Marquette Air Game Fails on Slippery Field

  Damp weather and a poised football team from the University of Mississippi combined to blight Marquette's twenty-first homecoming before a crowd of about 9,000 of the hardy here Saturday afternoon.
  The Rebels from Dixie fashioned a 12-6 victory out of a fourth quarter touchdown and hung on tenaciously after regaining a lead that had been snatched from them suddenly in the third period.
  With the weatherman favoring the defensive team all afternoon, neither team was able to gain consistently, and the game developed into a battle of breaks in which the winners capitalized more expertly.  Treacherous underfooting caused ordinarily sure footed backs to skid and slide and a slippery ball made accurate passing difficult to a point bordering on impossibility.

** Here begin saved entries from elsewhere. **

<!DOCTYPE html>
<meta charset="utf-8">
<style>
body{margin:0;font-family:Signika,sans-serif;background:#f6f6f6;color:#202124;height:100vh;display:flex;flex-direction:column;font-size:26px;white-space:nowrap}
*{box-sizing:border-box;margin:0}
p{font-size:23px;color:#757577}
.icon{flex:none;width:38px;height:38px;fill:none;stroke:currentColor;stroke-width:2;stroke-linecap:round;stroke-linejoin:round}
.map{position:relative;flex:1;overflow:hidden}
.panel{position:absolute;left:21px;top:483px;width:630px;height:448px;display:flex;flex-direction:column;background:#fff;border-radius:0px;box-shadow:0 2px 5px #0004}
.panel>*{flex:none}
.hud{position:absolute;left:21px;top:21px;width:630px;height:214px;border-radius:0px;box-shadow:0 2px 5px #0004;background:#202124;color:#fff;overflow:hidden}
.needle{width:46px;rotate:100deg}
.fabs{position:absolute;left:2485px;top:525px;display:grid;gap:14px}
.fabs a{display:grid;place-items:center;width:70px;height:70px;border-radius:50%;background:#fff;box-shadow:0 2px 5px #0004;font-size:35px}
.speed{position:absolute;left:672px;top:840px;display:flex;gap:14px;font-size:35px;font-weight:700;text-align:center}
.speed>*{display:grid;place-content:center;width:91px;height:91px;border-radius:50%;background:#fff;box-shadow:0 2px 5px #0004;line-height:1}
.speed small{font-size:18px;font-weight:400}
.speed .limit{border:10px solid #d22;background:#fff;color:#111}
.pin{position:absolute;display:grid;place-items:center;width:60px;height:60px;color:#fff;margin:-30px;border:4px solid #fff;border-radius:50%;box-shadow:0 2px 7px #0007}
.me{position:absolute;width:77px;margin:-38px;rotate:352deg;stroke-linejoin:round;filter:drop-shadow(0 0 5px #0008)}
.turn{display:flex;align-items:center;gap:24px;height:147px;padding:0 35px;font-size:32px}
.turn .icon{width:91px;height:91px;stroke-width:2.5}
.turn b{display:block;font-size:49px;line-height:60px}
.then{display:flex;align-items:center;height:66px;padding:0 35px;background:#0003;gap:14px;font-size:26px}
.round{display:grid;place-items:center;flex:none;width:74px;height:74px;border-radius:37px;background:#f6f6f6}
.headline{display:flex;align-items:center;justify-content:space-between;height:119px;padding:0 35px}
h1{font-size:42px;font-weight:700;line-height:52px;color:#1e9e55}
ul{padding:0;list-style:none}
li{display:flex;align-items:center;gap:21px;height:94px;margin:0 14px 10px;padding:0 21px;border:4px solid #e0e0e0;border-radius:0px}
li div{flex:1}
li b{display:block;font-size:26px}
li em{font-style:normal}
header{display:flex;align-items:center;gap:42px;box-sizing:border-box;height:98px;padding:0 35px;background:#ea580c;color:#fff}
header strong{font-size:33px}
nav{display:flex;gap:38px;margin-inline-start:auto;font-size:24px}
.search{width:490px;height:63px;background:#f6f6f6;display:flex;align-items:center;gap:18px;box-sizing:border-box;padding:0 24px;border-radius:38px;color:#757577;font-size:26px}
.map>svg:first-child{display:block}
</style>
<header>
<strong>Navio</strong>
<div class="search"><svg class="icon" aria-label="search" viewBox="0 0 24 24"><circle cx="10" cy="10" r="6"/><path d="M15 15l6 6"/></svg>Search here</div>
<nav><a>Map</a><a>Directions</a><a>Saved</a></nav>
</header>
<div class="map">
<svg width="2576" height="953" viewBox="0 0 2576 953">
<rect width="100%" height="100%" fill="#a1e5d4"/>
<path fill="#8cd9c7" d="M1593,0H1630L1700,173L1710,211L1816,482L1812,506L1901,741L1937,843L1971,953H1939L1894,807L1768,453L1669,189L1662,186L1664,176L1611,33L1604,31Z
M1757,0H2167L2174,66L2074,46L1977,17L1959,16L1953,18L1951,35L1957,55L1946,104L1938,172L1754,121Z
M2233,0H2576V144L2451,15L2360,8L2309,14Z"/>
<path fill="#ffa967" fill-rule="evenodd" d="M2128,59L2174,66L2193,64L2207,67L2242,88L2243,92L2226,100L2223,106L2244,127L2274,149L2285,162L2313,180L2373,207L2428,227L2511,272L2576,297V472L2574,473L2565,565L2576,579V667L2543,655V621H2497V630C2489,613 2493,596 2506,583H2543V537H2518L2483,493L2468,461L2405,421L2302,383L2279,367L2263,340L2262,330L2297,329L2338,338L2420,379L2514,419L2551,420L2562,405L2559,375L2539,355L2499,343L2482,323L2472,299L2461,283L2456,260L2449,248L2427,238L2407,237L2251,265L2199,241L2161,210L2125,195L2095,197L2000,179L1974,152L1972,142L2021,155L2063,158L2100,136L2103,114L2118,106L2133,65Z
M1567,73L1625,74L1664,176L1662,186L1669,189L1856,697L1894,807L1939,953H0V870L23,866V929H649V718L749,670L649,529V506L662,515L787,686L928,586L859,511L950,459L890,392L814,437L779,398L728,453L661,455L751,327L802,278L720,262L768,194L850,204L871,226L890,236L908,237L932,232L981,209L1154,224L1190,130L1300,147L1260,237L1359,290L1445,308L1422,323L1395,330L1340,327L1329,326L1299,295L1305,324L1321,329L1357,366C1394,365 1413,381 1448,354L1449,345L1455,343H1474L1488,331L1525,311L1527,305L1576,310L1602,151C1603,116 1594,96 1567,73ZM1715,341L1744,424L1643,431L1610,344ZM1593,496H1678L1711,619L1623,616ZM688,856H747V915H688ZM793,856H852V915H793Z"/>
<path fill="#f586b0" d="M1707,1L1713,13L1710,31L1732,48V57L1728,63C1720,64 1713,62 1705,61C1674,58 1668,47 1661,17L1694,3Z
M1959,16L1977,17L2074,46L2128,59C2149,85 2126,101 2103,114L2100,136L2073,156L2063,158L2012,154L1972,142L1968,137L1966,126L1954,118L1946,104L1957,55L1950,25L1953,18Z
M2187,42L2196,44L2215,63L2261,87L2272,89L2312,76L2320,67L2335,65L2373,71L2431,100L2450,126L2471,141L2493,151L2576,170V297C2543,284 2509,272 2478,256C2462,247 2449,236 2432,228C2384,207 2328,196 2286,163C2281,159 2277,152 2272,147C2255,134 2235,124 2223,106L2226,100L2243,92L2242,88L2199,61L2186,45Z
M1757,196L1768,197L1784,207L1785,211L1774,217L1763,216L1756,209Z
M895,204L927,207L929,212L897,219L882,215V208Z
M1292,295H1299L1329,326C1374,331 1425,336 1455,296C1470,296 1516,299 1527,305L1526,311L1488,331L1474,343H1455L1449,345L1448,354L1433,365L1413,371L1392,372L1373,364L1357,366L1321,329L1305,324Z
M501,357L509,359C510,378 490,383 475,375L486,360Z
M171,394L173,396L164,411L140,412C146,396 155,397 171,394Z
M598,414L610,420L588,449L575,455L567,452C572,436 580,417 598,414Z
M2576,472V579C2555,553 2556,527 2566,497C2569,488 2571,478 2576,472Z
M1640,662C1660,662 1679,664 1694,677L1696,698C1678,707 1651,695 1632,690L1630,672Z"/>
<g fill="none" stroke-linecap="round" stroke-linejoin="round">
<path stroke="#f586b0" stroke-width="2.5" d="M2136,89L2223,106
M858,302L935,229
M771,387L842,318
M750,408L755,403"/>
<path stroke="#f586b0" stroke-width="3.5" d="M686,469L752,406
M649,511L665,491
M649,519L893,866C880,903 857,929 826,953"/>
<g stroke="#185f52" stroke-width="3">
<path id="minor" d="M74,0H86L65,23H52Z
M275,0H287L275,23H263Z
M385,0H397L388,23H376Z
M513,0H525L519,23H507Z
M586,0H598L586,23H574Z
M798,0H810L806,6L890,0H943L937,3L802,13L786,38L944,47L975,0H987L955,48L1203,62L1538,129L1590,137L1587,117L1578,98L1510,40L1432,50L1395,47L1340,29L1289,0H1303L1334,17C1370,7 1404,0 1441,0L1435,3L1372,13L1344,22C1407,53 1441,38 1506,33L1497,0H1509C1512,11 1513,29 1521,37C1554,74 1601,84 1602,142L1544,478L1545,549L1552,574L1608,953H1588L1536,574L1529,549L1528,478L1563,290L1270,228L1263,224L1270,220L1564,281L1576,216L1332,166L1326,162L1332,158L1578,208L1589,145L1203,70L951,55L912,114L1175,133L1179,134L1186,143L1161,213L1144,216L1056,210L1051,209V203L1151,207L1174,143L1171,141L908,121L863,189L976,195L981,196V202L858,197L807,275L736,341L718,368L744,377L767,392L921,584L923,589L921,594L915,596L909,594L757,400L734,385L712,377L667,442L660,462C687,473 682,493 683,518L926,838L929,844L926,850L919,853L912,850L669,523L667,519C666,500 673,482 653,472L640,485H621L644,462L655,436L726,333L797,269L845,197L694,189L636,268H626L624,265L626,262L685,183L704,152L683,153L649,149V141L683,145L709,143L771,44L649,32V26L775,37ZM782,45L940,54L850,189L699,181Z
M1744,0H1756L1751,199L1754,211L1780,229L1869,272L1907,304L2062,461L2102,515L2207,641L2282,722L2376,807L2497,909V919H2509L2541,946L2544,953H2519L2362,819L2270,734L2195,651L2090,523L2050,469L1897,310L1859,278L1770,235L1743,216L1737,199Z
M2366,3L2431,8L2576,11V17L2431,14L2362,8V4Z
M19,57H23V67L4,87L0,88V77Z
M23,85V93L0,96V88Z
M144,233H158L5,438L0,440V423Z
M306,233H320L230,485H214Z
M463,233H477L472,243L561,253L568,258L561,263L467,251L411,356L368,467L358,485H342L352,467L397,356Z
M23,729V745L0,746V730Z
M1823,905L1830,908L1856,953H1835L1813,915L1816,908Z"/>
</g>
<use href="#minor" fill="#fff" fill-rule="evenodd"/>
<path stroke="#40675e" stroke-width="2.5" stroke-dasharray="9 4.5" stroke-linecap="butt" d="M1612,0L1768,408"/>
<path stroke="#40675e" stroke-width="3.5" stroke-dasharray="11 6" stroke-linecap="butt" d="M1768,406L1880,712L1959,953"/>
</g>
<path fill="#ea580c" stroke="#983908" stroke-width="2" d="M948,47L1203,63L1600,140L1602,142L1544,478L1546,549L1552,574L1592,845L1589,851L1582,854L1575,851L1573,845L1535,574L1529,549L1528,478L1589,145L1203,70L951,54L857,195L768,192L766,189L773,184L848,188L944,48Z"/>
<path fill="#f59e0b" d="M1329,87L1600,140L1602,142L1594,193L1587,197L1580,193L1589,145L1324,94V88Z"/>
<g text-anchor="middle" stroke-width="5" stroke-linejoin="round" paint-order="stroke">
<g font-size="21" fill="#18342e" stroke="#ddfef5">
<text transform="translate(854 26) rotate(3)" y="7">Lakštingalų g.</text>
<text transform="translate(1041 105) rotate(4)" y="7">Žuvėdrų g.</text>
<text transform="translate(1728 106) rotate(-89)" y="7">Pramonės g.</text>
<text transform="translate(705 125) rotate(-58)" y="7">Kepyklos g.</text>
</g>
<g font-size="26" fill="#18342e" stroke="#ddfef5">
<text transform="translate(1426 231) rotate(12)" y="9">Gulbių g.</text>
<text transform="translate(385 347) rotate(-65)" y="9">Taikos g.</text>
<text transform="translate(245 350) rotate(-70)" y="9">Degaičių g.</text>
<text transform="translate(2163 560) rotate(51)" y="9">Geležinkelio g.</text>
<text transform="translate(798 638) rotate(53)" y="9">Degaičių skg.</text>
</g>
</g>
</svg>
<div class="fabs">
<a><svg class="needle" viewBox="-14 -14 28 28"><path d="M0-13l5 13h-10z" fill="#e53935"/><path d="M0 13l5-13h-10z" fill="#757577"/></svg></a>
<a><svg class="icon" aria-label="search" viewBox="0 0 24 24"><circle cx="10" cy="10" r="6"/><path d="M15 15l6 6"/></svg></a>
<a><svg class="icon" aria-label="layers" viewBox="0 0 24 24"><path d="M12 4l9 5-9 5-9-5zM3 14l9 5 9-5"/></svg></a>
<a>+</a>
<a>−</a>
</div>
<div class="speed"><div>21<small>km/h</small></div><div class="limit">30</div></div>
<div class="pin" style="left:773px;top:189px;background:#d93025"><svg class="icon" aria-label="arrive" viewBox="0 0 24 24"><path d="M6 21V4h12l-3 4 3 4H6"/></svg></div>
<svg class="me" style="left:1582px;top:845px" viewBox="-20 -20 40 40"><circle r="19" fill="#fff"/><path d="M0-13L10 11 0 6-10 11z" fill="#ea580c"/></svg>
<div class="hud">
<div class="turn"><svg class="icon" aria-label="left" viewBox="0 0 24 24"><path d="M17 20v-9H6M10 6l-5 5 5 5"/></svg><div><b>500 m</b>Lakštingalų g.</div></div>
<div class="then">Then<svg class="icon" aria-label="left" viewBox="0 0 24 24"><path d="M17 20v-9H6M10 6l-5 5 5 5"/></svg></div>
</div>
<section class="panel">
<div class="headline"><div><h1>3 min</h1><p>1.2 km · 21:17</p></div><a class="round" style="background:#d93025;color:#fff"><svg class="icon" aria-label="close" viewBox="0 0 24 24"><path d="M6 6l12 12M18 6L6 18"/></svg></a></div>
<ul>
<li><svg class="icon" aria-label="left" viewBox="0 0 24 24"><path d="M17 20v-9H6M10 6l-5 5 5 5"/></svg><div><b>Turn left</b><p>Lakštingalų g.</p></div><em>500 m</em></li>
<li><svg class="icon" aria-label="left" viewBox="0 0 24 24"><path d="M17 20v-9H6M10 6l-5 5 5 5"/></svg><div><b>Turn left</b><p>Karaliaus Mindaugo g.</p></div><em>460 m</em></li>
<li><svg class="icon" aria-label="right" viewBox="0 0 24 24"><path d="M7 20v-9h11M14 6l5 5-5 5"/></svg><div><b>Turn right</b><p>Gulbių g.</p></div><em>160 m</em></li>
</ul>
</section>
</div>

  Junie Hovious and Merle Hapes, the touchdown twins who have top billing in the Ole Miss backfield lived up to advance notice.  They ran and passed dangerously and especially they booted the water soaked ball for consistent distances.
  Still it was neither Hovious nor Hapes who stole the show, but a 185 pound junior halfback, Ray Terrell.  He played the dual role of hero and goat, with a pleasant ending from his personal point of view.  He set the stage for the first touchdown with a 44 yard run in the first quarter, gave the six points back by fumbling in the third period and then reverted to the hero role by making a spectacular catch of a pass to break up the game in the final period.
  Outstanding for Ole Miss, in addition to the backfield trinity, were Bill Eubanks, veteran end, Chet Kozel, the Kenosha boy who played a bangup left tackle, and Capt. Homer Hazel, Jr., son of the former Rutgers all-America, who was a bulwark at guard on the opposite side of the ball.
From the game program:

"You take a team like Mississippi that opened the season on the wrong foot by losing to Georgetown 16-6, bounded back with a 27-0 trouncing of Southwestern, was tied 14-14 by Georgia, and then proceeded to whale the daylight out of Holy Cross 21-0, and dump over Tulane 20-13---well, that little outfit has more chips on their shoulder than a good Saturday night poker session."
When I acquired this program, clippings from the next day's Milwaukee Journal sports page were inside. This game has no historic significance. This page is just to share these great old pictures.